ABSTRACT
Diagnosing childhood pulmonary tuberculosis (TB) is a challenge, and this led the Uganda National Tuberculosis and Leprosy Program (NTLP) to develop a clinical treatment decision algorithm (TDA) for children. However, there is limited data on its accuracy and how it compares to new World Health Organization (WHO) TB TDAs for children. This study aimed to evaluate and compare the accuracy of the 2017 Uganda NTLP algorithm with the 2022 WHO TDAs for TB among children in Kampala, Uganda.
We retrospectively assessed children <15 years old who underwent an evaluation for TB between November 2018 and November 2022. Children were classified as per National Institutes of Health (NIH) consensus definitions. We applied the 2017 Uganda NTLP and 2022 WHO algorithms (A with chest x-ray [CXR], B without CXR) to make a decision to treat for TB or not, and calculated accuracy in reference to Confirmed vs. Unlikely TB, as well as a microbiological and composite reference standard. We compared accuracy of the Uganda NTLP algorithm to the WHO TDAs among children <10 years old.

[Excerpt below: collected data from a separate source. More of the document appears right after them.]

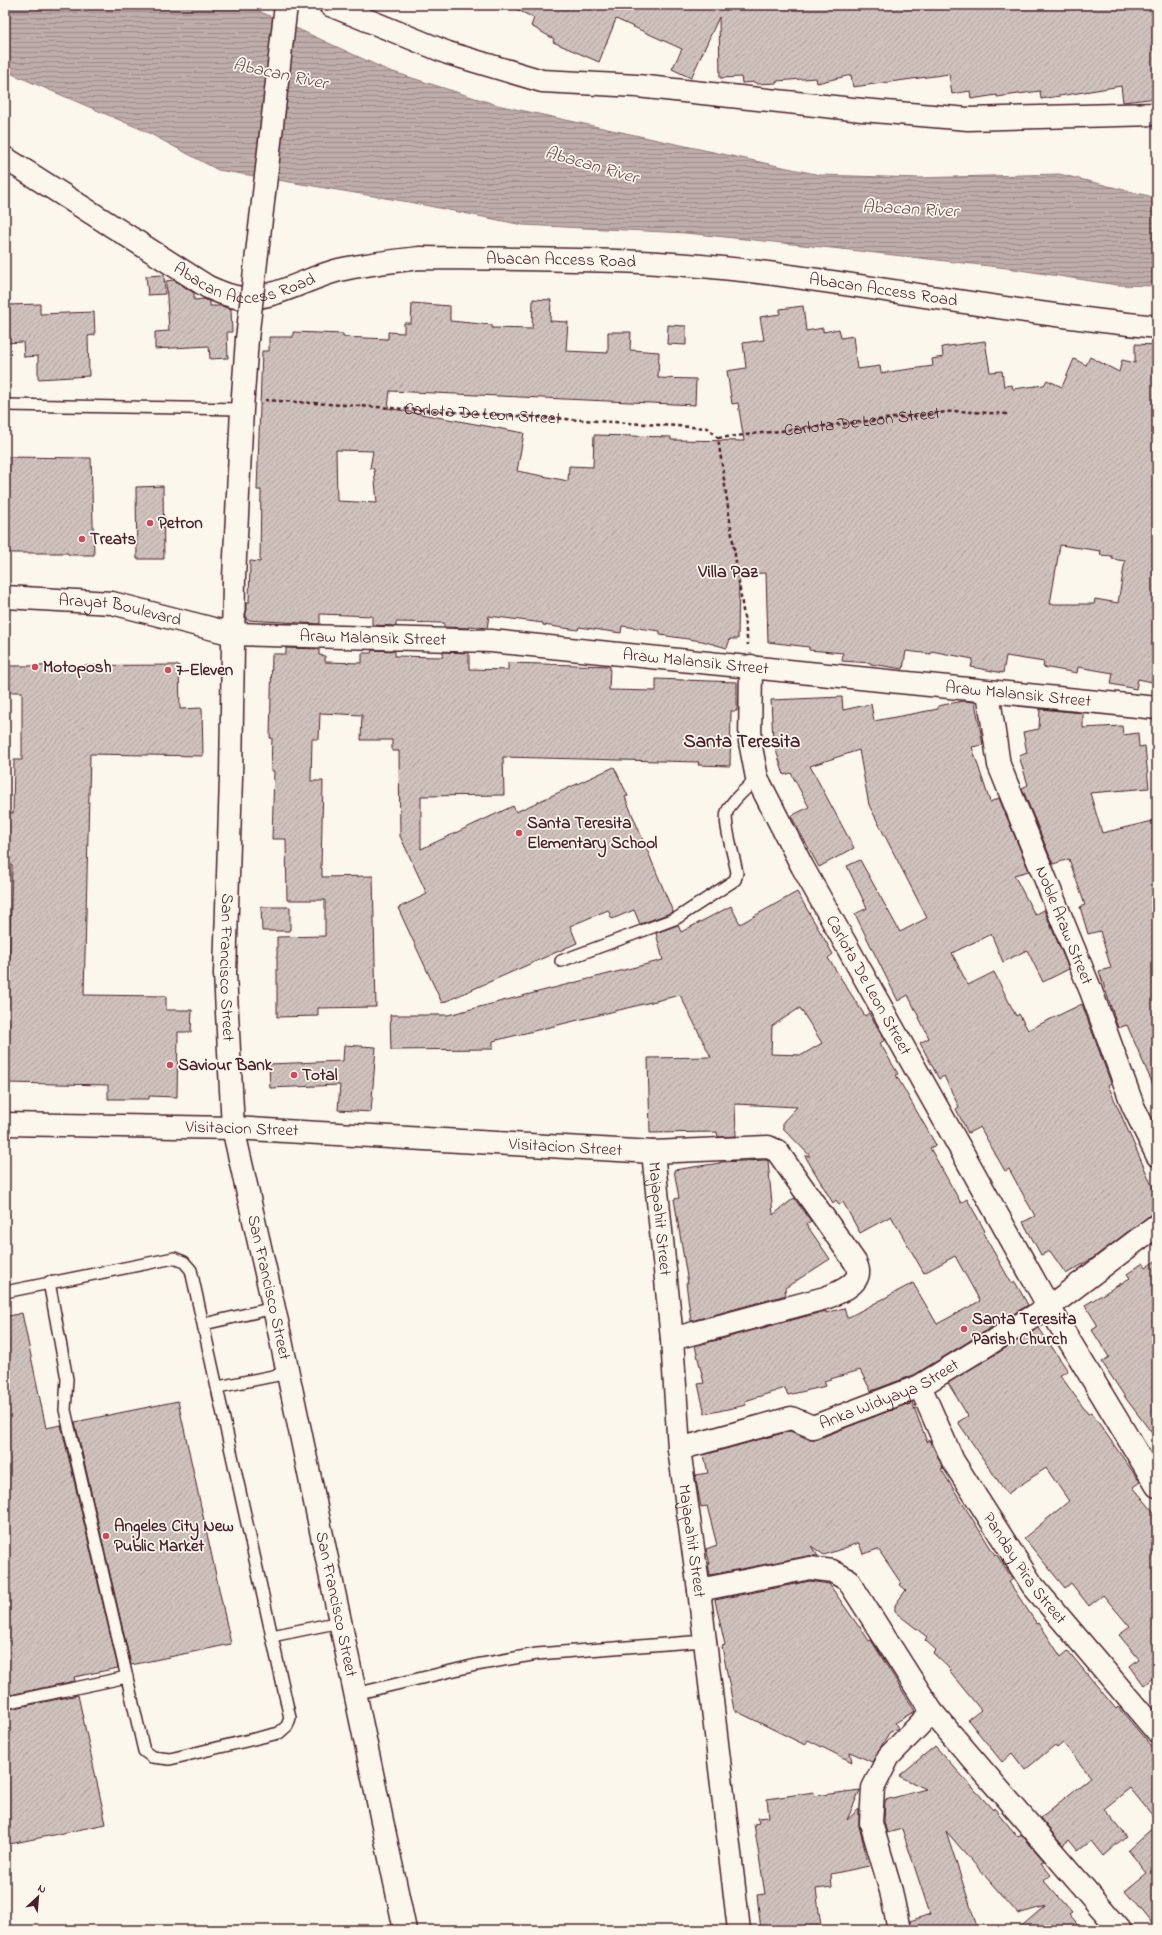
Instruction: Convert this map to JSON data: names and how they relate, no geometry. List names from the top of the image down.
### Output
{
  "streets": {
    "street": [
      "Abacan Access Road",
      "Carlota De Leon Street",
      "Arayat Boulevard",
      "Araw Malansik Street",
      "Noble Araw Street",
      "San Francisco Street",
      "Visitacion Street",
      "Majapahit Street",
      "Anka Widyaya Street",
      "Panday Pira Street"
    ]
  },
  "crossings": [
    ["Carlota De Leon Street", "Araw Malansik Street"],
    ["Carlota De Leon Street", "San Francisco Street"],
    ["Carlota De Leon Street", "Anka Widyaya Street"],
    ["Arayat Boulevard", "Araw Malansik Street"],
    ["Arayat Boulevard", "San Francisco Street"],
    ["Araw Malansik Street", "Noble Araw Street"],
    ["Araw Malansik Street", "San Francisco Street"],
    ["San Francisco Street", "Visitacion Street"],
    ["Visitacion Street", "Majapahit Street"],
    ["Majapahit Street", "Anka Widyaya Street"],
    ["Anka Widyaya Street", "Panday Pira Street"]
  ],
  "districts": ["Villa Paz", "Santa Teresita"],
  "water": ["Abacan River"],
  "places": [
    "Petron",
    "Treats",
    "Motoposh",
    "7-Eleven",
    "Santa Teresita Elementary School",
    "Saviour Bank",
    "Total",
    "Santa Teresita Parish Church",
    "Angeles City New Public Market"
  ],
  "north": "top right"
}
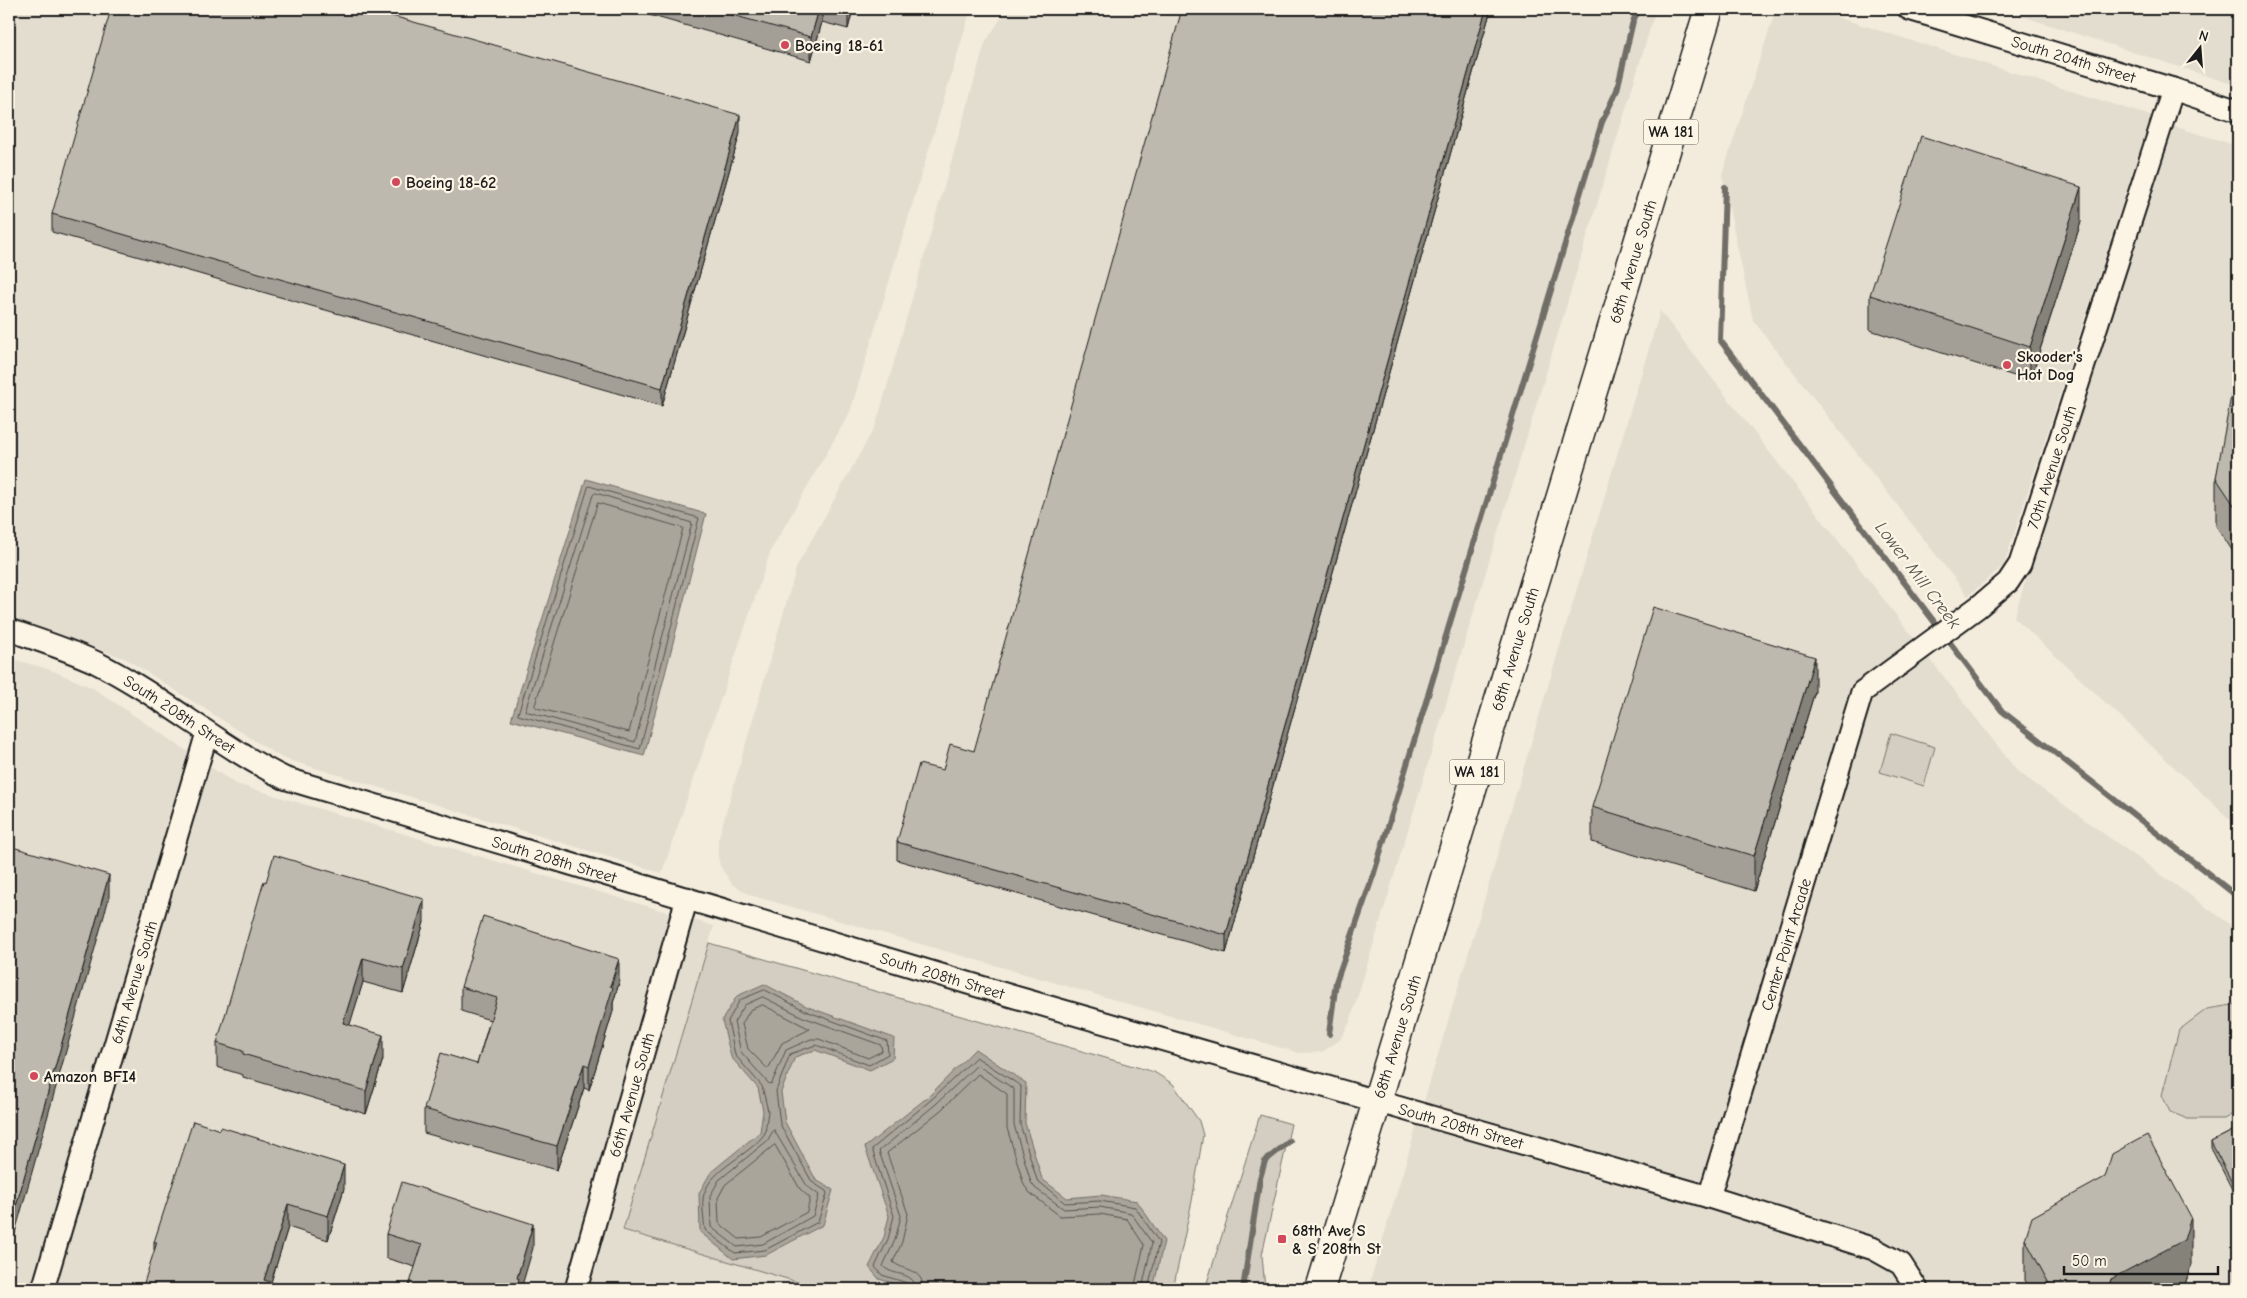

A total of 699 children were included in this analysis with 64% (451/699) under 5 years, 53% (373/669) were male, 12% (85/699) were Xpert Ultra positive, 11% (74/669) were HIV positive and 6% had severe acute malnutrition (SAM). The Uganda NTLP algorithm had a sensitivity of 97.9% (95% CI: 96.4-99.4) and specificity of 25.9% (95% CI: 21.2-30.7). If CXR was considered unavailable, sensitivity was 97.9% (95% CI: 96.4-99.4) and specificity 28.1% (95% CI: 23.2-33.0). Accuracy remained similar among high-risk children. In comparison, WHO TDAs had similar sensitivity to the Uganda NTLP, but algorithm A was more specific (32.2%, 95% CI: 26.9-37.5) and algorithm B was less specific (15.4%, 95% CI: 11.3-19.5).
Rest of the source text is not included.